== Segment start ==

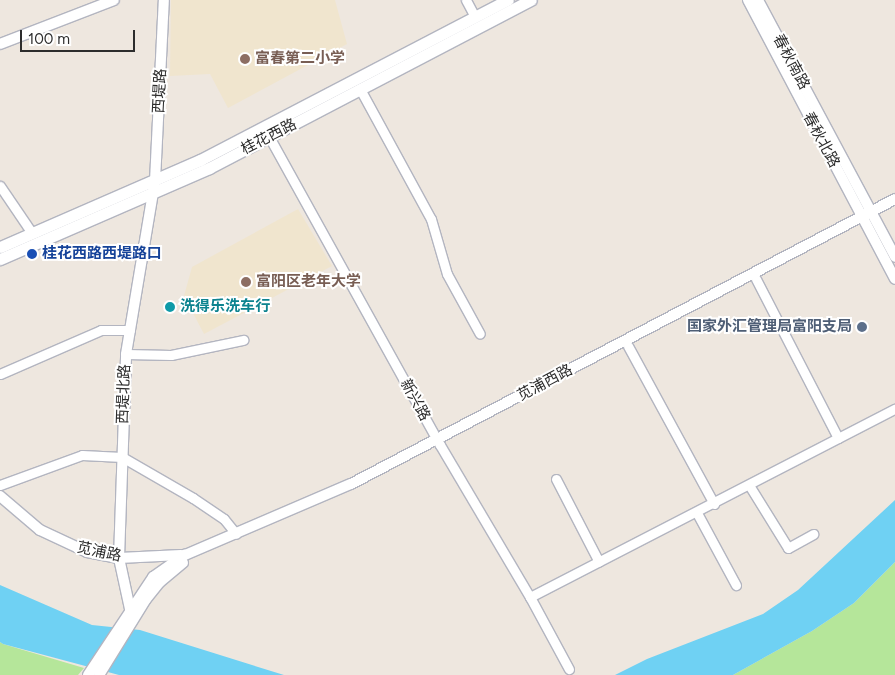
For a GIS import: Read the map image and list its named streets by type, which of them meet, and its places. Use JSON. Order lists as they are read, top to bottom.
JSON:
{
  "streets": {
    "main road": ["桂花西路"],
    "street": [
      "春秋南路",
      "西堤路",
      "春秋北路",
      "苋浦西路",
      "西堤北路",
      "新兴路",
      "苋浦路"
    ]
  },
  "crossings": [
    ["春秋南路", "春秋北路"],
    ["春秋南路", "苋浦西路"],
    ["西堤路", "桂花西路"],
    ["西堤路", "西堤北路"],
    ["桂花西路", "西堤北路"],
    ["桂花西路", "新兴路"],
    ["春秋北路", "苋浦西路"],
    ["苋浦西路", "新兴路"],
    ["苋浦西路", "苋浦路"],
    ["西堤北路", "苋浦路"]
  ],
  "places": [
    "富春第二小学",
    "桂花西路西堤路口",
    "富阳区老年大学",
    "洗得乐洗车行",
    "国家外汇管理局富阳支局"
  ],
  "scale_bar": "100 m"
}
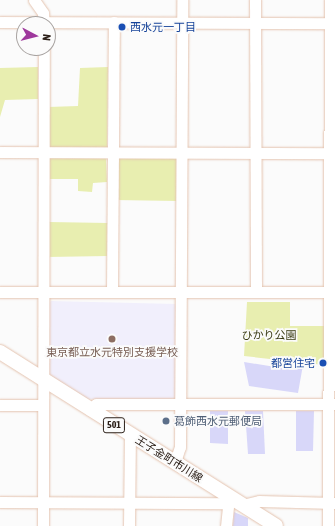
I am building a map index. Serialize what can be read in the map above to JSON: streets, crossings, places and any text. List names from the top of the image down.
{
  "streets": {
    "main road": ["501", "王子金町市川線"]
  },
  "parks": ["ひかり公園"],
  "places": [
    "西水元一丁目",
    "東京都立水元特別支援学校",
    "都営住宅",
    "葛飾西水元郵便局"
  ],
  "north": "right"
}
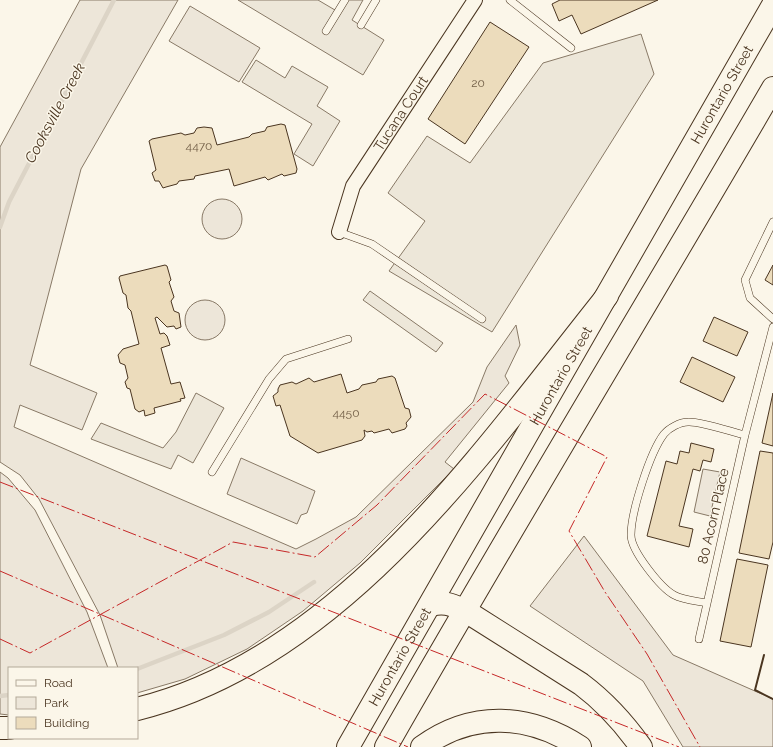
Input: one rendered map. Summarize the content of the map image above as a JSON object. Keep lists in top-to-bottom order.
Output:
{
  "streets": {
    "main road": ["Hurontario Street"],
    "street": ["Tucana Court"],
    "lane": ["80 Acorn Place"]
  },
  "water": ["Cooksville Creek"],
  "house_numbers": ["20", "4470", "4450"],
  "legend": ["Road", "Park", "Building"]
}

== Segment end ==

Directions for this task: Please return every record above exactly, but leave out the pictures.

Solution to this exercise:
For a GIS import: Read the map image and list its named streets by type, which of them meet, and its places. Use JSON. Order lists as they are read, top to bottom.
JSON:
{
  "streets": {
    "main road": ["桂花西路"],
    "street": [
      "春秋南路",
      "西堤路",
      "春秋北路",
      "苋浦西路",
      "西堤北路",
      "新兴路",
      "苋浦路"
    ]
  },
  "crossings": [
    ["春秋南路", "春秋北路"],
    ["春秋南路", "苋浦西路"],
    ["西堤路", "桂花西路"],
    ["西堤路", "西堤北路"],
    ["桂花西路", "西堤北路"],
    ["桂花西路", "新兴路"],
    ["春秋北路", "苋浦西路"],
    ["苋浦西路", "新兴路"],
    ["苋浦西路", "苋浦路"],
    ["西堤北路", "苋浦路"]
  ],
  "places": [
    "富春第二小学",
    "桂花西路西堤路口",
    "富阳区老年大学",
    "洗得乐洗车行",
    "国家外汇管理局富阳支局"
  ],
  "scale_bar": "100 m"
}
I am building a map index. Serialize what can be read in the map above to JSON: streets, crossings, places and any text. List names from the top of the image down.
{
  "streets": {
    "main road": ["501", "王子金町市川線"]
  },
  "parks": ["ひかり公園"],
  "places": [
    "西水元一丁目",
    "東京都立水元特別支援学校",
    "都営住宅",
    "葛飾西水元郵便局"
  ],
  "north": "right"
}
Input: one rendered map. Summarize the content of the map image above as a JSON object. Keep lists in top-to-bottom order.
Output:
{
  "streets": {
    "main road": ["Hurontario Street"],
    "street": ["Tucana Court"],
    "lane": ["80 Acorn Place"]
  },
  "water": ["Cooksville Creek"],
  "house_numbers": ["20", "4470", "4450"],
  "legend": ["Road", "Park", "Building"]
}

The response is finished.